Exercise: If Statement

Use an if() statement to print a suitable message reporting whether there are any records from 2002 in the gapminder dataset. Now do the same for 2012.

Hint: use the any function.

library(gapminder) # install first if needed
data(gapminder)

Answer

year<-2002
if(any(gapminder$year == year)){
   print(paste("Record(s) for the year",year,"found."))
} else {
  print(paste("No records for year",year))
}
## [1] "Record(s) for the year 2002 found."

Exercise: Loop and If Statements with gapminder

Write a script that loops through the gapminder data by continent and prints out whether the mean life expectancy is smaller or larger than 50 years.

Then, modify the script to loop over each country.
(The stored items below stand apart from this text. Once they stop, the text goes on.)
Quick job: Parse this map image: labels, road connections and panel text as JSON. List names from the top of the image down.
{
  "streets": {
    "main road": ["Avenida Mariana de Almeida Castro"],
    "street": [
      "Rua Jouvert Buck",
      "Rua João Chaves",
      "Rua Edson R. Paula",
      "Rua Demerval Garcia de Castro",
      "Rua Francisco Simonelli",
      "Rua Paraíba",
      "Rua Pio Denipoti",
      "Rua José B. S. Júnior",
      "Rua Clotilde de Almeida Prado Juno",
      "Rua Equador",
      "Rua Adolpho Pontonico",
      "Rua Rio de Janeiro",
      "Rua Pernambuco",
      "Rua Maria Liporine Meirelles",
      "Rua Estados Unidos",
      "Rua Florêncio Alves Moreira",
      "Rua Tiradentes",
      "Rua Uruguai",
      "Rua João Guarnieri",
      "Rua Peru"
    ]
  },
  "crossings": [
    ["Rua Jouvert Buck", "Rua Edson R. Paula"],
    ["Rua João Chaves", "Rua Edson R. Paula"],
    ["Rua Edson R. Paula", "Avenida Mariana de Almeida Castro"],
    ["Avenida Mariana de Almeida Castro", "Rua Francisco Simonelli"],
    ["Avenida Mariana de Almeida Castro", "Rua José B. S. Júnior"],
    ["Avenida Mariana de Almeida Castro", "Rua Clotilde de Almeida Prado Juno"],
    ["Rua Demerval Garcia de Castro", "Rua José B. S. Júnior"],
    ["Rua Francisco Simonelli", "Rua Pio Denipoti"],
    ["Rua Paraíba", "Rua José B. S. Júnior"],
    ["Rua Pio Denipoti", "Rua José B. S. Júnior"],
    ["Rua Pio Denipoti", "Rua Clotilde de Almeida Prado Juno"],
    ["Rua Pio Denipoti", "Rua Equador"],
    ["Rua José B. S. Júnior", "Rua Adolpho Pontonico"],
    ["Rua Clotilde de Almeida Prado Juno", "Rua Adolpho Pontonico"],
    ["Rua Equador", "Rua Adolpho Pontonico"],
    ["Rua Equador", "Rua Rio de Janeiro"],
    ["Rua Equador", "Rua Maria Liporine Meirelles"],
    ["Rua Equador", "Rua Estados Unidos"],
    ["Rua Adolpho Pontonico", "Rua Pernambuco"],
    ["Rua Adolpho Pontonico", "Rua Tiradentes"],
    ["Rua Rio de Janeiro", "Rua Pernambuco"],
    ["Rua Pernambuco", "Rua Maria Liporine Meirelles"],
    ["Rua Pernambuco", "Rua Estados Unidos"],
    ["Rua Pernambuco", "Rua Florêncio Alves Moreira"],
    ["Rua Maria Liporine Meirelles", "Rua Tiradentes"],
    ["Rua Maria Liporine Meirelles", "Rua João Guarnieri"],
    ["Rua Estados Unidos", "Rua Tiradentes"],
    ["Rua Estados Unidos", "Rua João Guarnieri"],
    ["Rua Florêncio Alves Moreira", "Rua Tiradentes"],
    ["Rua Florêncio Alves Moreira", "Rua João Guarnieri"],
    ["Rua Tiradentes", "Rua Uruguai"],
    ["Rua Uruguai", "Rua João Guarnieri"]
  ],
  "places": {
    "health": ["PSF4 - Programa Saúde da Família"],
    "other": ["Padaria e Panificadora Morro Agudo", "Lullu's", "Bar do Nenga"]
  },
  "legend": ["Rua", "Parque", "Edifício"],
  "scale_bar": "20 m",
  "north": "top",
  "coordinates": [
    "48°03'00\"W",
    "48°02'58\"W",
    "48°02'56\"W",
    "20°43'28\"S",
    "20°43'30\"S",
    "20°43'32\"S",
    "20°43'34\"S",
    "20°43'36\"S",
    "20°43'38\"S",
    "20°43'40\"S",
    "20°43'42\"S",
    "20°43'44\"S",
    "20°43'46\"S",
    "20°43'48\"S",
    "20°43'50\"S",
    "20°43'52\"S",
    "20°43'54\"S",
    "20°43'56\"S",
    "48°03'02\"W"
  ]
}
This time print out whether the life expectancy is smaller than 50, between 50 and 70, or greater than 70.

Answer

thresholdValue <- 50

for(iContinent in unique(gapminder$continent)) {
   tmp <- mean(gapminder$lifeExp[gapminder$continent==iContinent])
   
   if(tmp < thresholdValue) {
       print(paste("Average Life Expectancy in", iContinent, "is less than", thresholdValue))
   } else {
       print(paste("Average Life Expectancy in", iContinent, "is greater than", thresholdValue))
   } # end if else condition
   
} # end for loop
## [1] "Average Life Expectancy in Asia is greater than 50"
## [1] "Average Life Expectancy in Europe is greater than 50"
## [1] "Average Life Expectancy in Africa is less than 50"
## [1] "Average Life Expectancy in Americas is greater than 50"
## [1] "Average Life Expectancy in Oceania is greater than 50"
lowerThreshold <- 50
upperThreshold <- 70
 
for(iCountry in unique(gapminder$country)){
    tmp <- mean(gapminder$lifeExp[gapminder$country==iCountry])
    
    if(tmp < lowerThreshold){
        print(paste("Average Life Expectancy in", iCountry, "is less than", lowerThreshold))
    }
    else if(tmp > lowerThreshold & tmp < upperThreshold){
        print(paste("Average Life Expectancy in", iCountry, "is between", lowerThreshold, "and", upperThreshold))
    }
    else{
        print(paste("Average Life Expectancy in", iCountry, "is greater than", upperThreshold))
    }
   
}

Ouput for above not printed in the interest of space.

Exercise: Loop with mtcars

Loop through the observations in the built-in mtcars and print the name of the car (it’s the rowname). For each car, also print out whether it has a “manual” or “automatic” transmission.

Hint: Look at the help page for mtcars to see which column refers to transmission type and which value equals which type.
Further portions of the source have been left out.